The session was marked by intense parliamentary activity and amendments focused on taxation and customs. The bill, which introduces significant measures for administrative modernization and budgetary streamlining, will now be submitted to the plenary session before being sent to the House of Councillors for further legislative consideration.

The legislative process for the Finance Bill for the 2026 fiscal year has begun. During a session in the House of Representatives, which continued late into the night of November 11th, the Finance and Economic Development Committee examined and voted on the amendments to the first part of the 2026 Finance Bill, proposed by the parliamentary groups.

Committee Finalizes First Review of 2026 Finance Bill with Key Tax and Customs Reforms

According to information, 350 amendments were tabled, 325 from the opposition, 23 from the majority, and 2 from the government. The Finance and Economic Development Committee of the House of Representatives has thus completed its review and vote on the first part of the 2026 Finance Bill. Of the 350 amendments examined, 61 were withdrawn and approximately 40 were adopted, including a dozen concerning taxation and customs. The voting results also showed that 17 amendments were approved unanimously.

The debates, focused on tax and customs matters, confirmed the government’s commitment to maintaining budgetary stability while accelerating the digitalization of tax and customs administration. Articles 6 to 9 of the draft budget law, dedicated to taxation, were the focus of most of the discussions. Article 6 introduces technical measures aimed at better regulating the collection of taxes and related revenues while strengthening the traceability of receipts.

These amendments, adopted unanimously, do not change tax rates but improve administrative efficiency. Article 7, the cornerstone of the measure, revises several articles of the General Tax Code. It redefines several categories of taxable income, notably that derived from collective capital investments, and sets a differentiated tax rate for financial institutions (40%).
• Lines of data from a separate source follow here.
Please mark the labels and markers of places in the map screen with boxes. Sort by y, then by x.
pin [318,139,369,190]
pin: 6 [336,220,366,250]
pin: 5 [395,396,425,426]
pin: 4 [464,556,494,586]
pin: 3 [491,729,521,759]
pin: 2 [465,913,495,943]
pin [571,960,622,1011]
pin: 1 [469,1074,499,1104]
A five-year transitional tax relief scheme is also established for microfinance institutions, with a view to promoting financial inclusion. The legislation mandates electronic income filing and requires businesses to maintain digital accounting records via a secure exchange platform between taxpayers and the tax authorities.

Every company will be required to have a professional email address to ensure reliable communication and expedite audits. The draft finance bill also introduces targeted tax exemptions, particularly for sports clubs, while several amendments relating to VAT and corporate income tax were withdrawn following consultations.

Finally, the new tax provisions strengthen automated controls and increase penalties for non-electronic filing. The monitoring of both real estate and securities transactions is refined, and new reporting requirements will apply to public procurement contracts.

Modernizing Customs Control:
The customs provisions are among the most substantial in the text. They reflect the government’s commitment to modernizing the customs clearance process and securing trade through increased use of digital technologies. Significant changes are being made to the Customs and Indirect Taxes Code. New chapters govern the digitalization of customs control.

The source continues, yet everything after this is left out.